1. Unlike in previous articles, neither Big Tent Judaism/Jewish Outreach Institute (JOI) nor I were named explicitly or implicitly. Our board made a decision some years ago not to respond to such pieces unless we were specifically named since it does no one any good to engage in what I call “Jew wars.”
2. During this time of year, I am particularly mindful of the challenge of being respectful to one another, even in the context of a philosophical debate.
3. I refuse to allow someone else to set the agenda for our work. Rather than responding, I would prefer to follow the advice of my colleague Paul Steinberg z”l who would often say “let your deeds sing your praises.” After 25 years of work, JOI has a proven track record. It can stand on its own as a rebuttal to any claim our critics make.
4. The positions that are being taken are old arguments. We have publicly responded to them on numerous occasions. Since there are no new arguments being made in these articles, it is silly to repeat those arguments.
5. I refuse to allow the work we are doing with regard to intermarriage to be classified in terms like “war” or “battle.” Any response would be an affirmation of such terms.
6. To divide the Jewish community along the lines of intermarriage is archaic. The great divide is along the lines of engagement.

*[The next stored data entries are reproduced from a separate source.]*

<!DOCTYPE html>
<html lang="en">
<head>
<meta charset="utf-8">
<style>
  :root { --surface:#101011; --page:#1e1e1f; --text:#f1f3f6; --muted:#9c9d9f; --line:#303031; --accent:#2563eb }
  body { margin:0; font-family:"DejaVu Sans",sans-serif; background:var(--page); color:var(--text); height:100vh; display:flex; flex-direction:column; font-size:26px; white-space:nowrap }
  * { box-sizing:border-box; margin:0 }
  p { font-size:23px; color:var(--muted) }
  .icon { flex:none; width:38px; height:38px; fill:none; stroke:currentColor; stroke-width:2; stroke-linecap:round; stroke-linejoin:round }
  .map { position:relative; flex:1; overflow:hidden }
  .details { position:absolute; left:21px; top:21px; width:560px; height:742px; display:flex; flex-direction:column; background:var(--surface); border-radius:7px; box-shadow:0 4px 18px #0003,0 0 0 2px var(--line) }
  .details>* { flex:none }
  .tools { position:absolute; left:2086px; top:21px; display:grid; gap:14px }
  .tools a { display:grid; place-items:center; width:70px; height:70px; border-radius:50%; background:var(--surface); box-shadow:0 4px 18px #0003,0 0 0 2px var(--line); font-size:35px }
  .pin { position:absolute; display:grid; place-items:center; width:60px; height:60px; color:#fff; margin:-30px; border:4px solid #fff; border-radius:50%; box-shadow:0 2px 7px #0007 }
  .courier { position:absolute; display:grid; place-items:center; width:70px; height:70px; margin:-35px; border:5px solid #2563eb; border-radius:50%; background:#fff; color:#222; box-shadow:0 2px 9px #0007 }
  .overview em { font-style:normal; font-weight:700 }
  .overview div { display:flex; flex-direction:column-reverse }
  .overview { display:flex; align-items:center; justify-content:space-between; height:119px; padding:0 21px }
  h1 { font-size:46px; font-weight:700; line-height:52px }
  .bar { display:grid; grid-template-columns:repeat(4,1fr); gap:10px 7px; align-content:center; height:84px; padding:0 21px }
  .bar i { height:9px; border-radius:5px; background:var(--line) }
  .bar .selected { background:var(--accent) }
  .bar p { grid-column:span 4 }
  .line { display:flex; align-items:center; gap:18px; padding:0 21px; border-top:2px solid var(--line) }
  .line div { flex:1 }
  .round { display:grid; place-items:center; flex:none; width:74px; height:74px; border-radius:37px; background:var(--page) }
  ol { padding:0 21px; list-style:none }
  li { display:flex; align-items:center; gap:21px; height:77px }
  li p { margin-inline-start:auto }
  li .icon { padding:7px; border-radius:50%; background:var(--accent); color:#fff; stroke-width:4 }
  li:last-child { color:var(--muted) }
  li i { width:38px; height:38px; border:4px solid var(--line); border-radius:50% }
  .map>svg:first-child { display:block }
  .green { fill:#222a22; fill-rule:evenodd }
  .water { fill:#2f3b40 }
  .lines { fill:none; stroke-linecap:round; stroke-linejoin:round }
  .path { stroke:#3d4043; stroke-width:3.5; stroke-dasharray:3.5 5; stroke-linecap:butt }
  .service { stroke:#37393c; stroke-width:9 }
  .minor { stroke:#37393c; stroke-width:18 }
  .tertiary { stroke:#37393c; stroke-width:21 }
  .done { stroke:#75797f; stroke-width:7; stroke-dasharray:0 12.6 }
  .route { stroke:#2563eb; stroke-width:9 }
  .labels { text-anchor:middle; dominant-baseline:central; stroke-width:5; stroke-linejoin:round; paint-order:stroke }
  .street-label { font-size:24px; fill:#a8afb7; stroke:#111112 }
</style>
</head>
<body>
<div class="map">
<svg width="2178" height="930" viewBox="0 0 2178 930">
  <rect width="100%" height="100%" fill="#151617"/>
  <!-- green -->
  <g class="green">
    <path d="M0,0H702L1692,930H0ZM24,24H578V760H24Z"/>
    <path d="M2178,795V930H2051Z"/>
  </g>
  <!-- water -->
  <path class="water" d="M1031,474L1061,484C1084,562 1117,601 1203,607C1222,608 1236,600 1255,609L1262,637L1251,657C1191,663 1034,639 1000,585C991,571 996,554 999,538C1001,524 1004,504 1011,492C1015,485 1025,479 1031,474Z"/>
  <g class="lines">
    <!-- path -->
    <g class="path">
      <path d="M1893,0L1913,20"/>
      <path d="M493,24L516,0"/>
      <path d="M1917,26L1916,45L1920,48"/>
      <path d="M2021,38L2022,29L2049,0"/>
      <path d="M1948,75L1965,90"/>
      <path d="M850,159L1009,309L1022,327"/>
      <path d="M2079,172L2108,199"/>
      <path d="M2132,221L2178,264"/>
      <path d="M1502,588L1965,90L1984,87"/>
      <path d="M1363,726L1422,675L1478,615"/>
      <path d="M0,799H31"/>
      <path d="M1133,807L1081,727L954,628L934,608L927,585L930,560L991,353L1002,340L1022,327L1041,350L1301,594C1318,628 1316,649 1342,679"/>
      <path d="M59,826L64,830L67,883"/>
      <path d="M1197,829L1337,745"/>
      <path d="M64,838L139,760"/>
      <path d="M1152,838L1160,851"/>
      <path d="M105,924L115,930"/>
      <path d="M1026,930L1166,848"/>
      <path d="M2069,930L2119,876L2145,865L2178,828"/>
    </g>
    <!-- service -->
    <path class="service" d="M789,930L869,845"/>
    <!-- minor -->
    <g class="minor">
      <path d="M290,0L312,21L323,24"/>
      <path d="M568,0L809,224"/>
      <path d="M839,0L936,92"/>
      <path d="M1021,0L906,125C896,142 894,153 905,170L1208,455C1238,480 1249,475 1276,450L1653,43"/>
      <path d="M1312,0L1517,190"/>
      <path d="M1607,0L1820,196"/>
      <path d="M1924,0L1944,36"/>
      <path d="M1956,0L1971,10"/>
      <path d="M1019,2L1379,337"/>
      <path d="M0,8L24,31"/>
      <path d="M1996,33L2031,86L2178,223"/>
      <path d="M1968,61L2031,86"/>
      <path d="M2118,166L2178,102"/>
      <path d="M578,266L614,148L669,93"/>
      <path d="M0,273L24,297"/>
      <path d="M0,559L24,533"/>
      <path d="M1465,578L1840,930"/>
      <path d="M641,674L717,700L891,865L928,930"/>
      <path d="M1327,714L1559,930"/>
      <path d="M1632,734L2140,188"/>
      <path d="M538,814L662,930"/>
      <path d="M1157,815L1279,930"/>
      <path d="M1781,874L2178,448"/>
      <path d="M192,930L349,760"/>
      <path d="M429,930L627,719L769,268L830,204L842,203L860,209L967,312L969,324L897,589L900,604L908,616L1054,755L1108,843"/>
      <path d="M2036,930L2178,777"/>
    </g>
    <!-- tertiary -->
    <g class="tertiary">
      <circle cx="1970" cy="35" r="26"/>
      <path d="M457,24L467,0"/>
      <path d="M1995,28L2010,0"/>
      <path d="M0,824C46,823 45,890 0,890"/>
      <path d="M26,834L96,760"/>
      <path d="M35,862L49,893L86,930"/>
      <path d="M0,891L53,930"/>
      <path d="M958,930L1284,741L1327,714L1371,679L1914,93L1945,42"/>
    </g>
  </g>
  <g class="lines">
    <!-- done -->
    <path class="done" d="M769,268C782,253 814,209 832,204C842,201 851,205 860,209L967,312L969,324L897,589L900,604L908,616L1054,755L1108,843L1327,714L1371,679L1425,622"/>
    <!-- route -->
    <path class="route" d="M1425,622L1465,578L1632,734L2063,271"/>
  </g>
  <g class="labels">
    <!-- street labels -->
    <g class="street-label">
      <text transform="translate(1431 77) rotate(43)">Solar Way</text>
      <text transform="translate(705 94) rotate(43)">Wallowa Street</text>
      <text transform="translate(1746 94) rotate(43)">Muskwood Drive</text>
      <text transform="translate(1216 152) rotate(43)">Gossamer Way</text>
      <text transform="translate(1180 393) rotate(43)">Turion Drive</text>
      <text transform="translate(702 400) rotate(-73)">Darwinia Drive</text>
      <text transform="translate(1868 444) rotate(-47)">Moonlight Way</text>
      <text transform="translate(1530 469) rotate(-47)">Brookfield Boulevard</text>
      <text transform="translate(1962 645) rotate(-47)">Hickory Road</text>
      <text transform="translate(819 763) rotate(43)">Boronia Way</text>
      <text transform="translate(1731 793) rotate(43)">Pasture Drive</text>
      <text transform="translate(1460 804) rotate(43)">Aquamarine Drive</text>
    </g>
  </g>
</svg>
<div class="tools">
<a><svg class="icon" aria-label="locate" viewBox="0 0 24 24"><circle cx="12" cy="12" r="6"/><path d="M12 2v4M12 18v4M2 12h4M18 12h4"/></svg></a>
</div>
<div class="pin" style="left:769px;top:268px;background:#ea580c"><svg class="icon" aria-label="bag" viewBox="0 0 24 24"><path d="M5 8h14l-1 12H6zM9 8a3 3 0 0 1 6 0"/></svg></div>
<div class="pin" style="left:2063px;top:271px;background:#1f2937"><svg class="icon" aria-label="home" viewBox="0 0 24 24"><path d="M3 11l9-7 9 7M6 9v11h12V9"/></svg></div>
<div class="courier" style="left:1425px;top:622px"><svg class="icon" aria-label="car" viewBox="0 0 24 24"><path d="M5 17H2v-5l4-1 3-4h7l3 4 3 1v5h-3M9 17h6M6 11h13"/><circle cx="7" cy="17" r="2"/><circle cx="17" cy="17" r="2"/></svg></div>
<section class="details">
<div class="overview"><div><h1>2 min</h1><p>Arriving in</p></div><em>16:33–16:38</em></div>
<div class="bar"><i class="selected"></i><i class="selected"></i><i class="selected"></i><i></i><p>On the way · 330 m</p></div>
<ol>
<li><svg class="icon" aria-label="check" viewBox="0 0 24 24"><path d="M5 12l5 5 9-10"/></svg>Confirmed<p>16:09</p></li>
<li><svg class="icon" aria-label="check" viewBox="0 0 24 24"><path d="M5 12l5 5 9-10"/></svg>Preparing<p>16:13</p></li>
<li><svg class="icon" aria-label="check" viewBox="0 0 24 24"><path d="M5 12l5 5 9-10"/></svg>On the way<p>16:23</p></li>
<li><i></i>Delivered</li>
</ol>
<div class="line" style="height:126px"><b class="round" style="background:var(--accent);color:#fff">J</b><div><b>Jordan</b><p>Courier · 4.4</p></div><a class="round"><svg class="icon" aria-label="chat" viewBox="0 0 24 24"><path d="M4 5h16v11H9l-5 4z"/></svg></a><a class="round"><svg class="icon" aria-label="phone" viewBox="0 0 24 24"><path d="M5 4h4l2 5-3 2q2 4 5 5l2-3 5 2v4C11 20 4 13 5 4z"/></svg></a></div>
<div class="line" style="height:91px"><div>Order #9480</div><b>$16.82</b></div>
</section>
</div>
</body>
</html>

7. To intermarry is a choice people are entitled to make. The goal of the Jewish community must be to provide meaning to these couples, and not to judge the decisions they have made.
8. I fear that these articles allow some people to respond and use such reactions as cover for the positions they take, which are commonly known. Our positions are known and we welcome people who want to work along with us.
It is time to move the conversation away from who people marry to how they raise their children. We welcome all those who want to work with us—and join us in the opportunity to shape an optimistic Jewish future.